A Tool For Reconstructing Gene Regulatory Networks

ModEnt is a computational tool that reconstructs gene regulatory networks from high throughput experimental data. The method used by ModEnt is desribed in the following paper.

Overview of ModEnt


Overview

What do I need to do in order to run the analysis on my data?

You need to prepare the input files that are described below, and put them in the same directory with the program that you downloaded.  Three of the input files are obligatory, and the fourth is optional.
The program is run from the command line. The command line arguments are also described below. 
The program output files are generated in the same directory.

Input files

There are three obligatory input files that you need to prepare in order to run the analysis.

The first file is the chip features file.  This files provides information about the different experiments.  It has a simple tab-delimited format.  Name this file "Features.txt".
The second file is the regulators file.  The regulators file is a list of ther names of all the regulators that you want to consider.  If every gene is a potential regulator, the list should contain all the genes.  Name this file "Regulators.txt".
The third file is the expression file.  It contains a table of the expression values of all the genes over all the experiments.  Each column corresponds to a different gene, and each row to a different experiment.  Name this file "ExpressionData.txt".
The fourth, and optional file, is the knowledge file. It contains a-priori knowledge that you have about the network. Name this file Knowledge.txt
Following are descriptions of the input files and some samples.

The Chip Features File

This file contains a description of all the chips in the dataset.
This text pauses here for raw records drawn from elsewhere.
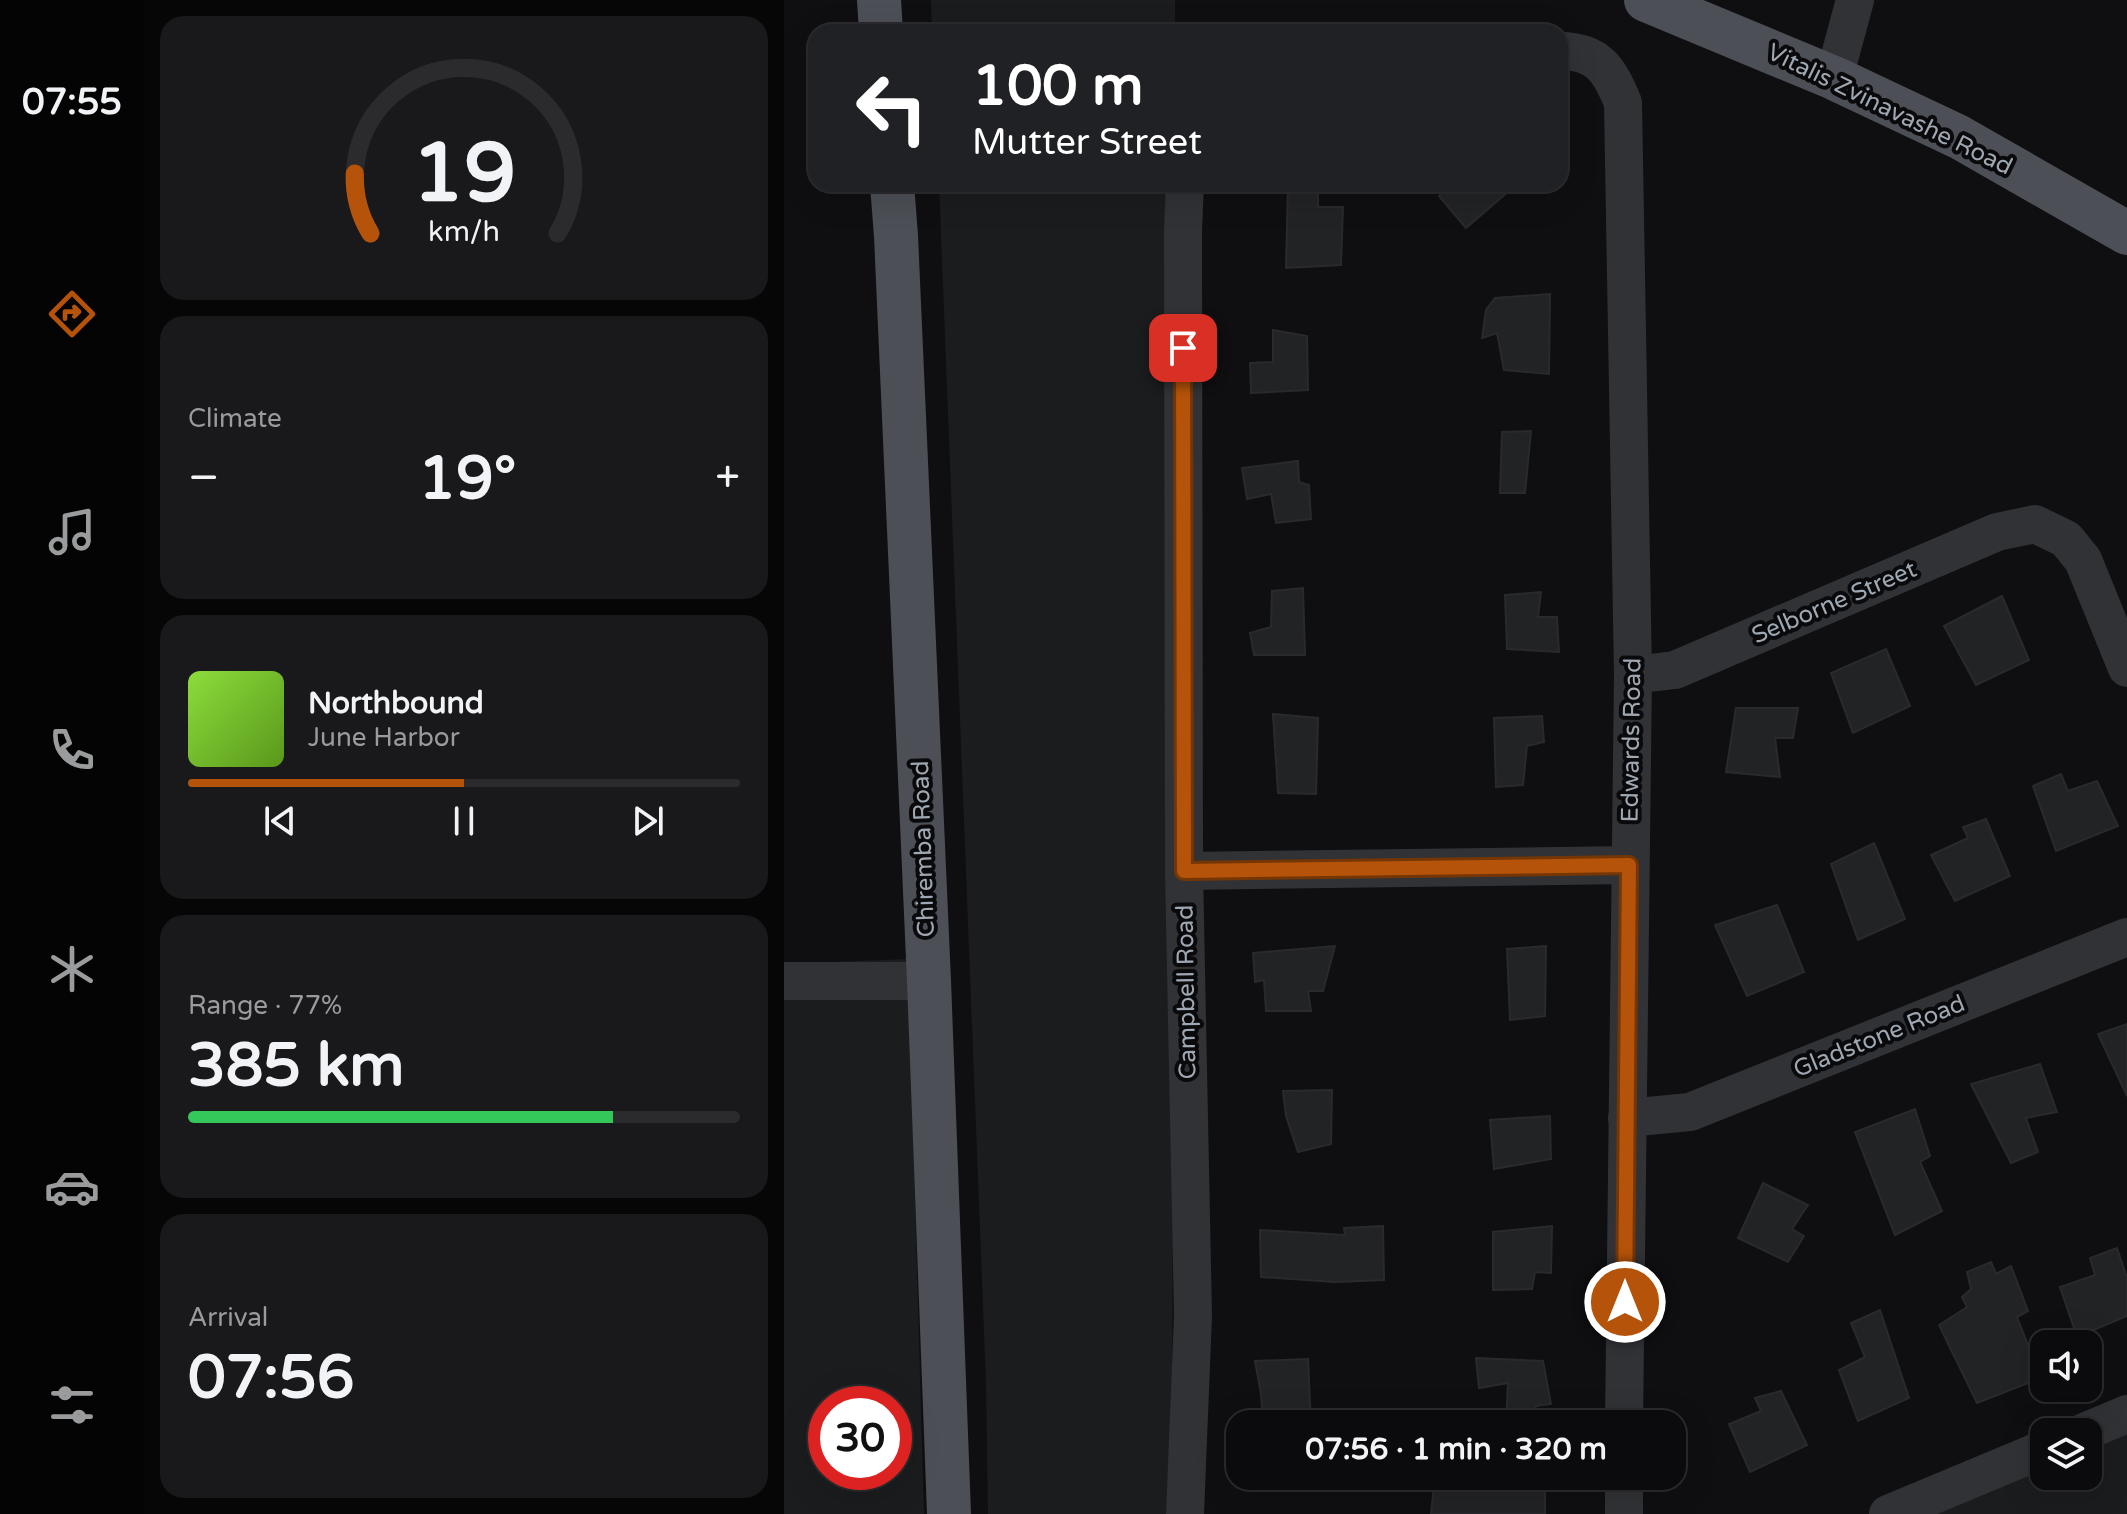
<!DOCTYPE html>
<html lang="en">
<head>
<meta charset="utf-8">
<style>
  :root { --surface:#0b0b0d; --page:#19191b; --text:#f1f3f6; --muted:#9a9b9d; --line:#2b2b2e; --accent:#b45309 }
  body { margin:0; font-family:"Varela Round",sans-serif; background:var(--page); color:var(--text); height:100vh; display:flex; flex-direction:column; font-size:30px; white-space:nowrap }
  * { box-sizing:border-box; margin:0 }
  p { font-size:26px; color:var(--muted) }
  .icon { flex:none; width:44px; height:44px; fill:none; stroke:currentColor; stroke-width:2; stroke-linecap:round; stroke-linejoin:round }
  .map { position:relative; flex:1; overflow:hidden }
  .sheet { display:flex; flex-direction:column; gap:16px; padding:16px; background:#060607; width:640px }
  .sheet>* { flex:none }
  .hud { position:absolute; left:24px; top:24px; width:760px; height:168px; border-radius:24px; box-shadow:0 8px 32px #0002,0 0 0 2px var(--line); background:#202124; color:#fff; overflow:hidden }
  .tools { position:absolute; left:1246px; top:1330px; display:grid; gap:16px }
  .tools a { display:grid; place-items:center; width:72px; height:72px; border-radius:16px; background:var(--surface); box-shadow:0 8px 32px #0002,0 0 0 2px var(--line); font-size:40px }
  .speed { position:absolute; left:24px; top:1386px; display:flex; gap:16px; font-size:40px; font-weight:700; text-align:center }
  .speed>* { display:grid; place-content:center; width:104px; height:104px; border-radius:50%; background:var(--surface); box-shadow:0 8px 32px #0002,0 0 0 2px var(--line); line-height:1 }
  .speed .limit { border:12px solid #d22; background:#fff; color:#111 }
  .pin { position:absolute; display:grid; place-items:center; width:68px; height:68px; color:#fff; margin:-34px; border-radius:16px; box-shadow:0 4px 12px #0006 }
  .me { position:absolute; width:88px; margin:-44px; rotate:0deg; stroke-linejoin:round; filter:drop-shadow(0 0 6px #0008) }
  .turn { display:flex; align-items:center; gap:28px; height:168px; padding:0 32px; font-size:36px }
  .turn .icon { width:104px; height:104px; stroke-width:2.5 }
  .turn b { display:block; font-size:56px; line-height:68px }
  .big { font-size:60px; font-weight:800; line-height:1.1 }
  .sheet .card { flex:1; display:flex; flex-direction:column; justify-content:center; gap:12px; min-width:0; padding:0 28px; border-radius:24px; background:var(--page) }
  .sheet .dial { align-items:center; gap:0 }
  .dial svg { height:208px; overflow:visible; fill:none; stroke:var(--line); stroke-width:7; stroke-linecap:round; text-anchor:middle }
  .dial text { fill:var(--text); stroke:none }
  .song { display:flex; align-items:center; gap:24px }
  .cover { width:96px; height:96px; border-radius:12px; background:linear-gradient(135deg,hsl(90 70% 55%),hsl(90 70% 35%)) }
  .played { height:8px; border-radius:4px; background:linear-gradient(90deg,var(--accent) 50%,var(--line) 50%) }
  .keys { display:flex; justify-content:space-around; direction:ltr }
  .heat { display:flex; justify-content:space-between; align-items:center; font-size:44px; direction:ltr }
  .charge { height:12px; border-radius:6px; background:linear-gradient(90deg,#34c759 77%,var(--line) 0) }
  .trip { position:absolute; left:442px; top:1410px; width:460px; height:80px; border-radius:24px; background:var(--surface); box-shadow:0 8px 32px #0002,0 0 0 2px var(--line); font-weight:800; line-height:80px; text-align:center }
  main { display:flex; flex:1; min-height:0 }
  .dock { display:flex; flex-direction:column; width:144px; justify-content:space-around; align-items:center; background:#040405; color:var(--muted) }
  .dock .icon { width:56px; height:56px }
  .dock .current { color:var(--accent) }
  .dock b { font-size:36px; color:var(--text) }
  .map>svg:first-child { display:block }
  .built { fill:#1b1c1e; fill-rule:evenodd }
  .building { fill:#222325; stroke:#292a2d; stroke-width:2 }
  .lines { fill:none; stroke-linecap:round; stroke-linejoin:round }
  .minor { stroke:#303236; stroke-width:38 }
  .major { stroke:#4c4f55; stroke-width:44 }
  .route-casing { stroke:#753606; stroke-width:20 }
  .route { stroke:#b45309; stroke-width:14 }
  .labels { text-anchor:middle; stroke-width:8; stroke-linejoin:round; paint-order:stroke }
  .street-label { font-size:24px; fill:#9fa8b2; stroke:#0a0a0c }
</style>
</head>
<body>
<main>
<nav class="dock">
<b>07:55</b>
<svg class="icon current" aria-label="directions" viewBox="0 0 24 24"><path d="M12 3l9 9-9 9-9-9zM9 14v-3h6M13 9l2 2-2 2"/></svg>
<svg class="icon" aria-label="music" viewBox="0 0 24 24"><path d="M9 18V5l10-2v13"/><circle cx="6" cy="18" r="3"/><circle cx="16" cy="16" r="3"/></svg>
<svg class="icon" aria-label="phone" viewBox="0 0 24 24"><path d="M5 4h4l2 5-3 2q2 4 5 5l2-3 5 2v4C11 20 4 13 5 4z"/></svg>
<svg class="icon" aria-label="climate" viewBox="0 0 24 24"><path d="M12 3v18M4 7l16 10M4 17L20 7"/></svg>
<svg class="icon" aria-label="car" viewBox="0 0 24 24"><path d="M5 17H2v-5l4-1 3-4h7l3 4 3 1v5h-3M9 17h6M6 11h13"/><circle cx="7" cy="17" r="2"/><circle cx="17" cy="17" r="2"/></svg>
<svg class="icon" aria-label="filters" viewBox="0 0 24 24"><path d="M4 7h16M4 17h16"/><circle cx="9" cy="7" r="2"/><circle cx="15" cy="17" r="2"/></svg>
</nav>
<section class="sheet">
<div class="card dial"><svg viewBox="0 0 100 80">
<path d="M14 69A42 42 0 1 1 86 69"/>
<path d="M14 69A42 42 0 0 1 8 46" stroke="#b45309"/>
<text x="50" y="56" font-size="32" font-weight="700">19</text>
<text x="50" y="72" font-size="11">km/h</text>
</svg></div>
<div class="card"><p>Climate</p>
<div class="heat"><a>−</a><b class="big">19°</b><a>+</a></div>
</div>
<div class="card">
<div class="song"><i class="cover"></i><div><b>Northbound</b><p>June Harbor</p></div></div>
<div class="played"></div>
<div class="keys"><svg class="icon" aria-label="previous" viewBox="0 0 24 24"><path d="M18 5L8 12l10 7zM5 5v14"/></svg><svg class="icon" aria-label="pause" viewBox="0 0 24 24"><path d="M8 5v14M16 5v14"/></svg><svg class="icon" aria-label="next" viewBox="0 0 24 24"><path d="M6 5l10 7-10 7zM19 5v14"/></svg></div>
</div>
<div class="card"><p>Range · 77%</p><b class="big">385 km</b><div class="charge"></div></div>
<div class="card"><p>Arrival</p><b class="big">07:56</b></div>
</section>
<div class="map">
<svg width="1343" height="1514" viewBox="0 0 1343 1514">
  <rect width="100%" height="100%" fill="#0f0f11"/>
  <g class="built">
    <path d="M147 0H391V32H148Z"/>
    <path d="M155 184H391L388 1514H204L202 1383Z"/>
    <path d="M124 959 140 1514H0V964ZM42 1404H110V1472H42Z"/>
    <path d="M1343 1433V1514H1134L1260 1465V1476H1304V1448Z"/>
  </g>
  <g class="building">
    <path d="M504 184H534V207H559L557 265 502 268Z"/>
    <path d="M669 184H733L682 228 655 196Z"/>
    <path d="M766 294 765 374 720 370 713 333 698 338 702 310 711 298Z"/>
    <path d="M489 330 523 336 524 390 467 393 466 363 489 362Z"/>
    <path d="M747 431 741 493H716L718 432Z"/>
    <path d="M514 461 515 482 525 485 527 519 492 523 487 494 463 499 458 468Z"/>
    <path d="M519 588 521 655H470L466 633 487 627 488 591Z"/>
    <path d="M757 592 754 617H773L775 652 723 649 721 595Z"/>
    <path d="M1218 596 1245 660 1192 685 1160 626Z"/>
    <path d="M1102 649 1126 706 1069 733 1047 673Z"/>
    <path d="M952 708H1014L1009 738H991L996 777 942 772Z"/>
    <path d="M489 714 534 718 532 794 494 793Z"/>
    <path d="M758 716 760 742 743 746 739 785 712 787 710 718Z"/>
    <path d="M1277 774 1284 791 1313 781 1334 826 1272 851 1249 786Z"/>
    <path d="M1202 819 1226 876 1171 901 1147 855 1184 838 1179 827Z"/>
    <path d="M1090 843 1121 919 1074 940 1047 864Z"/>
    <path d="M993 905 1020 972 963 996 931 925Z"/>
    <path d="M551 946 539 991H524L527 1011H482L480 980 471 982 469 953Z"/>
    <path d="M762 946 761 1016 726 1020 723 949Z"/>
    <path d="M1343 1024V1096L1314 1034Z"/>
    <path d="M1256 1064 1273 1112 1242 1118 1254 1152 1227 1163 1187 1084Z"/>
    <path d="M548 1090 547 1144 514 1152 502 1116 499 1091Z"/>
    <path d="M1131 1109 1146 1156 1136 1162 1158 1211 1111 1235 1071 1132Z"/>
    <path d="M766 1116 767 1159 710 1169 706 1120Z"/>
    <path d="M979 1183 1024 1205 1008 1229 1020 1236 1004 1262 954 1238Z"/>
    <path d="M599 1226 600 1280 551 1282 477 1277 476 1230 561 1235 560 1228Z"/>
    <path d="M768 1226 767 1273 751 1272 748 1289 709 1290V1232Z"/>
    <path d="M1333 1248 1343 1278V1316L1293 1337 1276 1287 1311 1275 1306 1258Z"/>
    <path d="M1207 1262 1212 1274 1227 1266 1244 1311 1233 1317 1257 1378 1193 1403 1155 1325 1183 1307 1178 1297 1187 1289 1183 1272Z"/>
    <path d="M1096 1310 1125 1398 1074 1421 1055 1370 1081 1357 1067 1323Z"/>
    <path d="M692 1358 759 1361 767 1404 752 1406 748 1424H722L724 1383 695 1388Z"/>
    <path d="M524 1359 527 1424H479L477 1394 471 1361Z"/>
    <path d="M997 1391 1023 1445 966 1472 945 1424 977 1411 971 1398Z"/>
    <path d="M651 1476H740L739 1486 761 1485V1514H647Z"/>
  </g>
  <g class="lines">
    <g class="minor">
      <path d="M776 51C814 51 826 70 839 103L849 675 840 1424"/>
      <path d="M1050 78 1071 0"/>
      <path d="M849 675 891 670 1213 532 1251 524 1282 539 1299 560 1343 668"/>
      <path d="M400 871 845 865"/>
      <path d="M0 981H145"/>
      <path d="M843 1118 906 1112 1343 937"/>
      <path d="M1300 1432 1343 1414"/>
      <path d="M401 1514 409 1316 400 871 399 230 401 184"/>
      <path d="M840 1514V1476"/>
      <path d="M1104 1514 1260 1449"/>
    </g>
    <g class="major">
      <path d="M95 0 97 32"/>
      <path d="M862 0 1050 78 1175 137 1343 233"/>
      <path d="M108 184 112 236 145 981 165 1514"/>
    </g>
  </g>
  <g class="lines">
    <defs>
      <path id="route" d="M399 348 400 871 845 865 841 1302"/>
    </defs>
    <use href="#route" class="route-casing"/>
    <use href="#route" class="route"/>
  </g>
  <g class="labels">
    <g class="street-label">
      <text transform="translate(1106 109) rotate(26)" y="8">Vitalis Zvinavashe Road</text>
      <text transform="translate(1050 602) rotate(-23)" y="8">Selborne Street</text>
      <text transform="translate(847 740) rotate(-89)" y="8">Edwards Road</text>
      <text transform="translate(139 849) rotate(-92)" y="8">Chiremba Road</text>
      <text transform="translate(402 992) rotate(-91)" y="8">Campbell Road</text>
      <text transform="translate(1095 1036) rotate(-22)" y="8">Gladstone Road</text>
    </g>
  </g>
</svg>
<div class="tools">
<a><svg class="icon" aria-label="sound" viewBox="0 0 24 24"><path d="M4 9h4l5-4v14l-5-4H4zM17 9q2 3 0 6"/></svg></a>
<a><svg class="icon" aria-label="layers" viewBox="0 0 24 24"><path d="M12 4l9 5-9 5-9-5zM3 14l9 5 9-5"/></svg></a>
</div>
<div class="speed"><div class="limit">30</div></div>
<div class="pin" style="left:399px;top:348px;background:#d93025"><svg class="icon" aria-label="arrive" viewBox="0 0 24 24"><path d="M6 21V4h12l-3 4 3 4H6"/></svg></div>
<svg class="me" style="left:841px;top:1302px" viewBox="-20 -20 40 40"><circle r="17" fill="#b45309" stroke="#fff" stroke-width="3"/><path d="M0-11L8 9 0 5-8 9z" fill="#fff"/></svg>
<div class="trip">07:56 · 1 min · 320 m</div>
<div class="hud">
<div class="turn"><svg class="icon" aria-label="left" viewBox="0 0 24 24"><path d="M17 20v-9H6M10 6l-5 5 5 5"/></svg><div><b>100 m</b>Mutter Street</div></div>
</div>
</div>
</main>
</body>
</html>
The information that should be provided in the features file is as follows:

Experiment: The experiment number

Conditions: This practically means experimental conditions. Multiple values should be separated by commas. If these are not available use the notation NA instead. See also the example table.

Condition levels: This strength of the different conditions. Multiple values should be separated by commas. (values between 0.0 and 1.0). If these are not available use the notation NA instead. See the example table.

Strain: The strain of cells that were used in the experiment. If these are not available use the notation NA instead. See the example table.

Deleted Genes: The names of the genes that were deleted in the experiment. Multiple values should be separated by commas. If these are not available use the notation NA instead. See the example table.

Overexpressed Genes: The names of the genes that were over-expressed in the experiment. Multiple values should be separated by commas. If these are not available use the notation NA instead. See the example table.

Time: If part of a time-series, the time of the experiment. Note that time-series experiments should be listed consecutively. If these are not available use the notation NA instead. See the example table.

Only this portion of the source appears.